Bairon finally moved. One foot crossed, with a dull scrape of his sole against the waxed floor, then the other. The gesture, so simple, felt like a leap into the void. His light brown hair slid over his forehead, half-covering his eyes; he had to blink quickly to push the strand aside and reveal that green which seemed too vivid under the whitish classroom light.

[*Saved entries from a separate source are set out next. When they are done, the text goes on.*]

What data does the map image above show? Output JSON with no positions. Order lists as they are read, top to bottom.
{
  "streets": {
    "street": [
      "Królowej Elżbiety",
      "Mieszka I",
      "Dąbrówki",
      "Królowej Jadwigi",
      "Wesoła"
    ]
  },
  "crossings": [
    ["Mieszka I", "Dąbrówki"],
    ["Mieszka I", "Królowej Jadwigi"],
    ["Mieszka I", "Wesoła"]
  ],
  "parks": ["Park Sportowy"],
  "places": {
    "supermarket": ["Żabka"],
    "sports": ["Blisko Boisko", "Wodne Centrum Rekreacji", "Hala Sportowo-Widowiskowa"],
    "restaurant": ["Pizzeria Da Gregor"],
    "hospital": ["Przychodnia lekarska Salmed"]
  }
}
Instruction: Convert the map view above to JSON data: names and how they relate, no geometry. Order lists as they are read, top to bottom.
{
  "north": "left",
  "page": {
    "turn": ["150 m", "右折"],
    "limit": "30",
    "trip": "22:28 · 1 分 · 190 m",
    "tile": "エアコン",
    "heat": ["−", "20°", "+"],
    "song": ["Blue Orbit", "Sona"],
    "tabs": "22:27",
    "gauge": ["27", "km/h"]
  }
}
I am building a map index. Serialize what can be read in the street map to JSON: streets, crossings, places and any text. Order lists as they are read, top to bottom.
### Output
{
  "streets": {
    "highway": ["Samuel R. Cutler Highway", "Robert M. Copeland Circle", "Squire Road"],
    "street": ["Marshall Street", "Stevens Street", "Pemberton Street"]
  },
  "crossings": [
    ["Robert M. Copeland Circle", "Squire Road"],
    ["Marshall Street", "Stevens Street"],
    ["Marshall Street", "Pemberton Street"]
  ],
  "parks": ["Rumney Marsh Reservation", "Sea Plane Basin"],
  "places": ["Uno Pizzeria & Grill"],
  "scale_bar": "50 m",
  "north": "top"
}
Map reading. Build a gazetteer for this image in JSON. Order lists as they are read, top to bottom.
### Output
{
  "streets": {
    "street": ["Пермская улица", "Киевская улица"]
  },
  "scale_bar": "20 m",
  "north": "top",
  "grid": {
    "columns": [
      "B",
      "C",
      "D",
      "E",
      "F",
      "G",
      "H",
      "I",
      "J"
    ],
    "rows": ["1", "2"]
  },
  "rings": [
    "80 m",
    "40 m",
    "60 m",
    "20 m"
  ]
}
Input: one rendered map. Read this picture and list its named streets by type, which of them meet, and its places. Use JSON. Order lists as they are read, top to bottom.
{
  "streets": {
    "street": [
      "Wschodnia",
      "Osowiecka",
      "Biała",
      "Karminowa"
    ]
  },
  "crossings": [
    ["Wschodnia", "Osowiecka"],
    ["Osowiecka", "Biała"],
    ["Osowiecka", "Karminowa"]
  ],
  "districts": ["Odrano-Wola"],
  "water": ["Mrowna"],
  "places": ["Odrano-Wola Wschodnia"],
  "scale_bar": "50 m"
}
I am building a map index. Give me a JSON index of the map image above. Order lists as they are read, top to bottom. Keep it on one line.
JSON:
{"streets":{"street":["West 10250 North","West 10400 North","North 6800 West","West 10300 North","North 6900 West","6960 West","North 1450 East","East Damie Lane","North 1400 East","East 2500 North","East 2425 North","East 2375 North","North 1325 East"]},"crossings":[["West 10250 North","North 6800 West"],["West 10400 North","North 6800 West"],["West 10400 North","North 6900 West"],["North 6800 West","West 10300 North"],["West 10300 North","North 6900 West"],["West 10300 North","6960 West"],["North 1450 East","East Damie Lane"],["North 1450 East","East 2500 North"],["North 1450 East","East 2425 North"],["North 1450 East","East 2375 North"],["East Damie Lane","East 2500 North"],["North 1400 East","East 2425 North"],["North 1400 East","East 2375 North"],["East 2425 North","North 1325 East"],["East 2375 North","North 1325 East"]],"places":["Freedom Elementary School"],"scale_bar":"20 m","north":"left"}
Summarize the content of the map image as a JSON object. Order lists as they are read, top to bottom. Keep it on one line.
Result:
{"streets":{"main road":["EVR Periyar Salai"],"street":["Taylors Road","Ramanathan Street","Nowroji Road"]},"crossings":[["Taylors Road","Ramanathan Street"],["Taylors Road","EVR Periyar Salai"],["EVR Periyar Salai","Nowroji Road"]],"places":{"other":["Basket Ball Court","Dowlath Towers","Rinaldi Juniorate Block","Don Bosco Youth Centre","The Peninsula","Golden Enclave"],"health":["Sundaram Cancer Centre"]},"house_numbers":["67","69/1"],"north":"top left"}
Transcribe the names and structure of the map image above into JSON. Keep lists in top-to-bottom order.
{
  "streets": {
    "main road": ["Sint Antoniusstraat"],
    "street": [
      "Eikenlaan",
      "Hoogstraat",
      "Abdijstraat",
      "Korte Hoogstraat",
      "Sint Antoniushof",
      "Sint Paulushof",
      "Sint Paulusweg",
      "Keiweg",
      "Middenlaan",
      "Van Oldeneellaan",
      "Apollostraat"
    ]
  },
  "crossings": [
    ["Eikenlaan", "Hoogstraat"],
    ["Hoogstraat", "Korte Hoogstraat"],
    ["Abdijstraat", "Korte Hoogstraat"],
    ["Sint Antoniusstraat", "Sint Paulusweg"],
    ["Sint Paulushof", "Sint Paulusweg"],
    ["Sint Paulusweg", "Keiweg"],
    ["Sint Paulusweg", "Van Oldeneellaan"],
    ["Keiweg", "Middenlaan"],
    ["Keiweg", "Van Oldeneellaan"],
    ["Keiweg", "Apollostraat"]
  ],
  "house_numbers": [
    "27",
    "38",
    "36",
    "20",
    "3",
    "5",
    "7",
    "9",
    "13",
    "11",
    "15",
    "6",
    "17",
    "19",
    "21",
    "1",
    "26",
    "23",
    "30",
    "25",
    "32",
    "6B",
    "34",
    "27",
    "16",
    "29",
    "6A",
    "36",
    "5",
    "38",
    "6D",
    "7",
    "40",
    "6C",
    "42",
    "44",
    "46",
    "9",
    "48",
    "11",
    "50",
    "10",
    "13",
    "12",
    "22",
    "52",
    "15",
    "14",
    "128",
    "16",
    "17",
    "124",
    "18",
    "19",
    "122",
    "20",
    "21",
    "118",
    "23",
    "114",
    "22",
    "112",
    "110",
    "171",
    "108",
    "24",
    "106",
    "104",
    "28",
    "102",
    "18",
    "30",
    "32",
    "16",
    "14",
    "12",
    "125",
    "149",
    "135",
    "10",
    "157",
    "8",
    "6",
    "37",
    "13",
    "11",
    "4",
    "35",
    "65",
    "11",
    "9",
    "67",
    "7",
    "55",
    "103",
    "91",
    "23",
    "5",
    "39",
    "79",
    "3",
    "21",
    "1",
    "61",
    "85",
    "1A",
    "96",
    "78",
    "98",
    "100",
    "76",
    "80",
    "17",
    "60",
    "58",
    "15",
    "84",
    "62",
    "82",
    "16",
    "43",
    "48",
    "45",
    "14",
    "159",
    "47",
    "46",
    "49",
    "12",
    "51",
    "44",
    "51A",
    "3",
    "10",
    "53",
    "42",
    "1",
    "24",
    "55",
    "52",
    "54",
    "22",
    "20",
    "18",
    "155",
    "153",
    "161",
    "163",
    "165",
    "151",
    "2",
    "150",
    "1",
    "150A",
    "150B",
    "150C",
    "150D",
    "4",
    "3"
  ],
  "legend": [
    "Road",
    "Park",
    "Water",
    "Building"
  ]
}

The new uniform hung loose on his shoulders, the sleeves a bit long, as if it had been made for a different boy. With every movement, the jacket gaped more than intended, giving him a disheveled appearance, an air more fragile than he really was.
And then he felt it.
The stares. All of them. Fixed on him like a swarm of needles piercing his skin. His chest tightened, and for a second, his breath became so short he thought the next one wouldn't come. He tried to keep his chin up, as if accustomed to such exposure, but his throat vibrated with a tremor that threatened to betray him.
The murmur began first as a soft rustle, barely a movement of lips at the back of the room. Then it spread, multiplied into whispers, small stifled laughs behind hands covering mouths, a fake cough that seemed to name him without naming him. Bairon felt those waves of sound reaching him from all directions, pushing him back even as he forced his feet not to retreat.
The professor said nothing. He stood by the blackboard, hands crossed behind his back, gaze fixed on the newcomer. There was no harshness in his eyes, but a weight that demanded a response. The classroom silence tightened a degree more; not a pen moved on the desks, not a chair adjusted.
Bairon felt that expectation enveloping him. His throat dried instantly, as if the words were trapped there, too heavy to emerge. He could introduce himself—it was the logical, the correct thing—but the buzz of whispers still vibrated in his ears and the fear of stumbling over the first syllable kept him paralyzed.
He opted for the only thing possible: he lowered his chin slightly and raised it again in a brief gesture, a restrained greeting that, under any other circumstance, would have gone unnoticed. Here, however, that slight movement felt like a confession.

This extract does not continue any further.